◆ **What this task involves**: Return every line of the entries that includes the word "lineWidth".

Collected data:

● ● ● ●

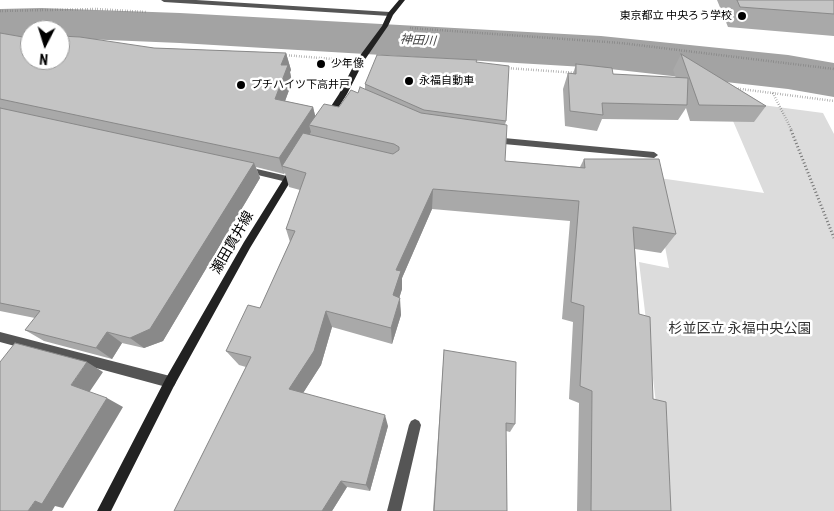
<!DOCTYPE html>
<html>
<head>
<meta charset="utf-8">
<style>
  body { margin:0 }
  #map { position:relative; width:834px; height:511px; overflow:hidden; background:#fff; font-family:"Roboto Condensed",sans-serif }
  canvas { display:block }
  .north { position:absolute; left:20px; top:20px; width:50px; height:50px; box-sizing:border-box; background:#fff; border:1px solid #999; border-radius:50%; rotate:185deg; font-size:14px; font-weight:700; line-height:20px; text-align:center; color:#000 }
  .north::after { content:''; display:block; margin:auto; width:18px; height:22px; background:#000; clip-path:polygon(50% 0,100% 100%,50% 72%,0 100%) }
</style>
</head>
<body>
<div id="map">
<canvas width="834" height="511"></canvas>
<div class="north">N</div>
</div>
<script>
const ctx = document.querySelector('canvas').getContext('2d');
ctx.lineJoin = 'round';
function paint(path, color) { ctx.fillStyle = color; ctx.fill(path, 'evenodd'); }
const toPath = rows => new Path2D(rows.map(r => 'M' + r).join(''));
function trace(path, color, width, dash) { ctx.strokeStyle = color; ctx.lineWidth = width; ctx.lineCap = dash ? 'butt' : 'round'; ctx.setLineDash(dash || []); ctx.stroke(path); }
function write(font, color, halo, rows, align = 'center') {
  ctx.font = font + ' "Roboto Condensed","Noto Sans JP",sans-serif'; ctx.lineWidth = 5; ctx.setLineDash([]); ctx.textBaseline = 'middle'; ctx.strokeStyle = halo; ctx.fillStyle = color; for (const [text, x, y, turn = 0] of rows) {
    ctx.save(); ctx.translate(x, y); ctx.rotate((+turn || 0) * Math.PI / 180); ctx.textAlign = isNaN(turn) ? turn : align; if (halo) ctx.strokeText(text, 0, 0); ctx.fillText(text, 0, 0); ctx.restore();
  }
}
paint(toPath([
  [724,100,823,113,834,134,834,511,669,511,639,262,669,268,652,177,764,193]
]), '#dcdcdc');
paint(toPath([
  [41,8,180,13,601,36,788,55,834,63,834,97,788,89,601,68,180,43,60,38,60,30,30,30,30,38,0,39,0,9,41,8]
]), '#a3a3a3');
trace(toPath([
  [0,11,96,9,147,12],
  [410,28,621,43,834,69],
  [284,55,333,59],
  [506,68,578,73],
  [733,88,834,101],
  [773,93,792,131]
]), '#777', 2.5, [0.5, 2]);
trace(toPath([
  [791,130,834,238]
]), '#777', 3, [1, 2.5]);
paint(toPath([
  [493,137,654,152,658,155,654,158,493,143,489,140,493,137],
  [415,419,419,421,421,425,401,511,387,511,409,425,411,421,415,419]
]), '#555');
paint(toPath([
  [161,0,196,0,390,12,393,14,390,16,164,2,161,0],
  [244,166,287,176,291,179,287,182,241,171,240,169,241,167,244,166],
  [0,332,170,376,174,378,176,382,174,386,170,388,0,342,0,332]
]), '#555');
paint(toPath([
  [399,0,405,0,393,15,388,26,364,61,347,94,331,119,325,119,324,117,339,94,356,61,382,26,388,13,399,0],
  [294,166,298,169,250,248,174,386,111,511,97,511,166,378,244,242,291,167,294,166]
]), '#222');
paint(toPath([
  [717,0,834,0,834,36,728,27],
  [0,33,23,37,154,48,286,53,291,70,290,72,292,82,285,101,313,107,315,116,339,107,358,93,365,89,365,84,476,62,506,121,505,125,505,161,580,167,584,159,676,234,661,253,635,249,639,314,671,511,577,511,579,403,569,399,573,322,562,319,570,221,432,209,402,278,402,289,399,298,401,315,392,344,332,327,321,365,303,393,388,426,370,491,347,487,332,511,174,511,246,367,239,365,226,351,260,308,290,242,286,229,300,190,289,187,285,173,284,174,256,167,260,178,163,341,144,348,122,343,112,359,44,341,25,330,35,318,0,311],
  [681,54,766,106,754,122,690,121,686,108,678,120,602,119,597,131,565,126,563,89,568,73,573,74,576,64,613,74,676,78,673,70],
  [444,350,515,424,510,432,506,431,507,511,433,511]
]), '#a9a9a9');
paint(toPath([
  [286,53,291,70,290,72,292,82,280,115,275,99,281,65],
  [313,107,317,123,309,125,311,132,288,168,282,166,284,174,279,158],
  [254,163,260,178,163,341,144,348,130,338],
  [433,189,432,209,402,278,402,289,395,312,393,295,396,270],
  [400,298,401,315,392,344,391,328],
  [326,311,332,327,321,365,298,401,289,389],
  [107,332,122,343,112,359,96,348],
  [87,362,103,372,88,394,71,385],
  [107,398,123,407,63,508,55,506,52,511,28,511],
  [385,415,388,426,370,491,366,485],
  [341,481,347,487,332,511,322,511]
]), '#898989');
const building = toPath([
  [737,0,834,0,834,14,740,7,737,0],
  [0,33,23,37,26,34,30,34,30,60,60,60,60,36,80,37,154,48,286,53,281,65,288,65,275,99,313,107,279,158,0,99,0,33],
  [681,54,766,106,699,105,681,54],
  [377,55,477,60,476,62,509,66,506,121,424,110,365,84,377,55],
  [576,64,612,68,613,74,688,78,687,105,602,103,603,115,570,111,568,73,576,74,576,64],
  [360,87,421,113,507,125,505,161,585,168,584,159,659,159,676,234,633,227,639,314,650,317,653,399,666,402,671,511,591,511,592,391,580,386,584,306,571,302,579,201,433,189,396,270,401,271,393,295,400,298,391,328,326,311,314,351,289,389,385,415,366,485,341,481,322,511,174,511,251,357,226,351,248,305,260,308,295,231,286,229,306,173,282,166,303,133,393,154,399,150,399,147,394,144,309,125,324,104,339,107,351,90,358,93,360,87],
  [0,108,254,163,150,329,130,338,107,332,96,348,25,330,40,311,0,303,0,108],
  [15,343,87,362,71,385,107,398,42,504,35,501,28,511,0,511,0,362,15,343],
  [444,350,516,362,515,424,506,423,507,511,434,511,444,350]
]);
paint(building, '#c4c4c4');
trace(building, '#898989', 1);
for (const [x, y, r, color] of [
  [742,16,5,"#000"],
  [321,64,5,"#000"],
  [409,81,5,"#000"],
  [241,85,5,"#000"]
]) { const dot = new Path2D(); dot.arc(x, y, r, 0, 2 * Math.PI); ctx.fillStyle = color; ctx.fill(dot); trace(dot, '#fff', 2); }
write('11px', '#000', '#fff', [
  ["東京都立 中央ろう学校",732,16,"right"],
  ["少年像",331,64],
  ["永福自動車",419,81],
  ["プチハイツ下高井戸",251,85]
], 'left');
write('italic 12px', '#444', '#fff', [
  ["神田川",418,41,3]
]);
write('14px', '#000', '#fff', [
  ["瀬田貫井線",233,243,-60]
]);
write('14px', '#333', '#fff', [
  ["杉並区立 永福中央公園",740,329]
]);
</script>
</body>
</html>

● ● ● ●

◆ **Response for this exercise**:
function trace(path, color, width, dash) { ctx.strokeStyle = color; ctx.lineWidth = width; ctx.lineCap = dash ? 'butt' : 'round'; ctx.setLineDash(dash || []); ctx.stroke(path); }
  ctx.font = font + ' "Roboto Condensed","Noto Sans JP",sans-serif'; ctx.lineWidth = 5; ctx.setLineDash([]); ctx.textBaseline = 'middle'; ctx.strokeStyle = halo; ctx.fillStyle = color; for (const [text, x, y, turn = 0] of rows) {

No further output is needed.